[Data provided]
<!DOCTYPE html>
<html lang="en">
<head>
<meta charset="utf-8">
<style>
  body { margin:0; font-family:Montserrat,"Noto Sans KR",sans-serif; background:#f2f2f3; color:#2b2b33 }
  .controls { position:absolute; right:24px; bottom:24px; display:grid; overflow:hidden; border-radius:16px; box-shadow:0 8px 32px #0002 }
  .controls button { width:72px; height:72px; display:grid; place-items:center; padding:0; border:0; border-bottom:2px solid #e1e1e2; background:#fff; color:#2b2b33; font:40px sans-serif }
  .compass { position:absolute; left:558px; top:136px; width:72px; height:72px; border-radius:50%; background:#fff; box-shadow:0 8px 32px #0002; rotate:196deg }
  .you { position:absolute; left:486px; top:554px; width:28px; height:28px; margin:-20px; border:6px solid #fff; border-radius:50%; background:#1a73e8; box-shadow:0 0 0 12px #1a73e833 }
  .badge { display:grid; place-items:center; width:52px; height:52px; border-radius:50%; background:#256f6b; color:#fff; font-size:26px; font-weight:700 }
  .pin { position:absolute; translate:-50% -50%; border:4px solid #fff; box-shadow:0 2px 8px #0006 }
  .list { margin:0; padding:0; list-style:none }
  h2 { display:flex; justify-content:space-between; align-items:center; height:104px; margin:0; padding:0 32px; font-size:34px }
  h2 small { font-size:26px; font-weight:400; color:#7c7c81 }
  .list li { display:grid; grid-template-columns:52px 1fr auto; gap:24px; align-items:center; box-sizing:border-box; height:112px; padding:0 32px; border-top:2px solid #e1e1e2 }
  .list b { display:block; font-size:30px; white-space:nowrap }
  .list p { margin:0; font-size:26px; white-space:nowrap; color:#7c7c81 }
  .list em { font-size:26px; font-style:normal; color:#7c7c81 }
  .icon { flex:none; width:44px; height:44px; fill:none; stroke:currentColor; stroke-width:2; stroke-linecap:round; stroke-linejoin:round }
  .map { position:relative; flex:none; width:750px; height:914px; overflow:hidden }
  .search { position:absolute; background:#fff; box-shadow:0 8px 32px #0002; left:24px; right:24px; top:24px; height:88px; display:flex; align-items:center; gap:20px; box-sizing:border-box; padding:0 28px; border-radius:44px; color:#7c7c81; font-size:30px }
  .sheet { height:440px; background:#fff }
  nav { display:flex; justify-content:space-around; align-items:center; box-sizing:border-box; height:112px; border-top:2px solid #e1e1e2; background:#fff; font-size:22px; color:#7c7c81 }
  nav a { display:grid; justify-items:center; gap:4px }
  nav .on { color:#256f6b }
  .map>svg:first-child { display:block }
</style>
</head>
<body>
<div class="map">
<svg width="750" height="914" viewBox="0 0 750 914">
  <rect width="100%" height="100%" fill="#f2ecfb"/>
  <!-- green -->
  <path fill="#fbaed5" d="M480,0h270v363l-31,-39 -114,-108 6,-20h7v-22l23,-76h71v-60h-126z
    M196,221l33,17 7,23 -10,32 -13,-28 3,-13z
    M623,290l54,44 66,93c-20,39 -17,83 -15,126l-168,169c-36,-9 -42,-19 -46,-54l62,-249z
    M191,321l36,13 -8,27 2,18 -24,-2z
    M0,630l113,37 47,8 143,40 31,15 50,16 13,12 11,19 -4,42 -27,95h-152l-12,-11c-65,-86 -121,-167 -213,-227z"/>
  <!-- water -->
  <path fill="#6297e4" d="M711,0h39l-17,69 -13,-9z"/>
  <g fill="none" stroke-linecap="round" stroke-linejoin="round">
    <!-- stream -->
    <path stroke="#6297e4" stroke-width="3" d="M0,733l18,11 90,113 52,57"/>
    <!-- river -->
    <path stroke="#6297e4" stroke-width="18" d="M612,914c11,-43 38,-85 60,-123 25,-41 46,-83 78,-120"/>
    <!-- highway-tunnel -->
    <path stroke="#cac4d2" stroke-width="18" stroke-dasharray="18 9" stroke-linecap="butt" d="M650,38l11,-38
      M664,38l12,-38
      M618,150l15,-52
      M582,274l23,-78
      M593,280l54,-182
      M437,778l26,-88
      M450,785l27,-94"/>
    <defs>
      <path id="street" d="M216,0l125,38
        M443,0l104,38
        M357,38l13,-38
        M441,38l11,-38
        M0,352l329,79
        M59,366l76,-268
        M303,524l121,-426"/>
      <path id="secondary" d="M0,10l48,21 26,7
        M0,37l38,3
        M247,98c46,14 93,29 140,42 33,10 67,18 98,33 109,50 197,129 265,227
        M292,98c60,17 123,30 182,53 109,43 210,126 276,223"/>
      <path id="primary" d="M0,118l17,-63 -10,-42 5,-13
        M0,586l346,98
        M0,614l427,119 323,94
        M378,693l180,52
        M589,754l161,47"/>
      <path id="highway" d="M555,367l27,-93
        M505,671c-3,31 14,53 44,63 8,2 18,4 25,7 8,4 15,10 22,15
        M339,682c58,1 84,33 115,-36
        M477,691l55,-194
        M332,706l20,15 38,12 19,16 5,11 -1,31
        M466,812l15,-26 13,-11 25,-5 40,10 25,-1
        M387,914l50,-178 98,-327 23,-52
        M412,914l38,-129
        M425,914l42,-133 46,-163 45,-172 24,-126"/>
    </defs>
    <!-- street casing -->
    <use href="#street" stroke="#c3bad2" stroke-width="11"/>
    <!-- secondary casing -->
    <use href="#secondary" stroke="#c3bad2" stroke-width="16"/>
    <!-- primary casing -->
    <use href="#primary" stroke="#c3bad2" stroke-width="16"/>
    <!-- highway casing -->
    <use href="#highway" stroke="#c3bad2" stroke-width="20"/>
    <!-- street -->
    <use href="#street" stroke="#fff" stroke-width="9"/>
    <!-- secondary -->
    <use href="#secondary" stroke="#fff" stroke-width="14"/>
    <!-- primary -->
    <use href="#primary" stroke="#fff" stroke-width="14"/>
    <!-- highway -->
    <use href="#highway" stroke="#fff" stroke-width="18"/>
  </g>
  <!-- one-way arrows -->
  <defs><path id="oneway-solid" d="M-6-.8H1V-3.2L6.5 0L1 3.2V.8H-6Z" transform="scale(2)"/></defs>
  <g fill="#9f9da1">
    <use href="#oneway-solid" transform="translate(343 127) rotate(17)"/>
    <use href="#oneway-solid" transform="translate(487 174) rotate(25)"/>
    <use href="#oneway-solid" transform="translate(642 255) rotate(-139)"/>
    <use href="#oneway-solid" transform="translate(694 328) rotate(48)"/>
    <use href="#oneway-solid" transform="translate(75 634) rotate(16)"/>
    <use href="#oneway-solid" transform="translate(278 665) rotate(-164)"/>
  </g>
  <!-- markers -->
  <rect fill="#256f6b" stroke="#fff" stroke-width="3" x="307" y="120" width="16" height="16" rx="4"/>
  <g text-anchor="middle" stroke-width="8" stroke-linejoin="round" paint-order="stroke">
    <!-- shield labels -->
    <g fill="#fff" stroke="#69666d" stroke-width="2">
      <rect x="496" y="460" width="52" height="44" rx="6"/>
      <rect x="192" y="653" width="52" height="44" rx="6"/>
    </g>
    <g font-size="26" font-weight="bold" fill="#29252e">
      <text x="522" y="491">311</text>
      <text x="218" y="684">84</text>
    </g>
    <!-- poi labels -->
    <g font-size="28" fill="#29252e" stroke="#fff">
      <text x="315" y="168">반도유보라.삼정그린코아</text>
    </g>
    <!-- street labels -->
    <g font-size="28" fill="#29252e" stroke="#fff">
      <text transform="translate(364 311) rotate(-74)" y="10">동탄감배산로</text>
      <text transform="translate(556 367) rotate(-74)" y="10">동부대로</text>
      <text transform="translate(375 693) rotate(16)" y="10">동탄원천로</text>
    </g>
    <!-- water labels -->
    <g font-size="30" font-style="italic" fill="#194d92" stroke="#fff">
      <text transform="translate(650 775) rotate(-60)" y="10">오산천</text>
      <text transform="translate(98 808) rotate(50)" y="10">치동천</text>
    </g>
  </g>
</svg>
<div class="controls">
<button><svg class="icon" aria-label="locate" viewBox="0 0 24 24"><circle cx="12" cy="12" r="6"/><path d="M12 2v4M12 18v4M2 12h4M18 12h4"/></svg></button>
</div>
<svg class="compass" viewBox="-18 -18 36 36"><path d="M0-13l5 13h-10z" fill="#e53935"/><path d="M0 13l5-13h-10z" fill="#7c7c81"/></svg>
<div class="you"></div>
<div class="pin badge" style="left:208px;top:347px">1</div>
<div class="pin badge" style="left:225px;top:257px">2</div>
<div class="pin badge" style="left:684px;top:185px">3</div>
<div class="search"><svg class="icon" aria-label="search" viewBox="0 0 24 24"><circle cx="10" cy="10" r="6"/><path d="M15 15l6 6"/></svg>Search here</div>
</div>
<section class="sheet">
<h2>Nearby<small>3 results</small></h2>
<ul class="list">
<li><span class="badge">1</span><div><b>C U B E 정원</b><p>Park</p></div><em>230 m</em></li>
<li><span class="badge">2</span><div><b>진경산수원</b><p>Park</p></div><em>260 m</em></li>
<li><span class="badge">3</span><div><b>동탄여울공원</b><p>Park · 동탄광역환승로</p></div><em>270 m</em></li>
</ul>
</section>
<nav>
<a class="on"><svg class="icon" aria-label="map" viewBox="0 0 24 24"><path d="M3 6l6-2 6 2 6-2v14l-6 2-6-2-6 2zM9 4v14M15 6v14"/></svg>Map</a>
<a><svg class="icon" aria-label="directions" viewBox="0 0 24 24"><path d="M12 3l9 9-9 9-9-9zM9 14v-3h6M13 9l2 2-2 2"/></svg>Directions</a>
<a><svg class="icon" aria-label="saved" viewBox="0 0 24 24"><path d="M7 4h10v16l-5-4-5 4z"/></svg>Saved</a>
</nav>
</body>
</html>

[Work required] Restate verbatim all lines from the start of the data through the line containing "position:absolute; right:24px; bottom:24px;", with both ends kept.

[Result for this exercise]
<!DOCTYPE html>
<html lang="en">
<head>
<meta charset="utf-8">
<style>
  body { margin:0; font-family:Montserrat,"Noto Sans KR",sans-serif; background:#f2f2f3; color:#2b2b33 }
  .controls { position:absolute; right:24px; bottom:24px; display:grid; overflow:hidden; border-radius:16px; box-shadow:0 8px 32px #0002 }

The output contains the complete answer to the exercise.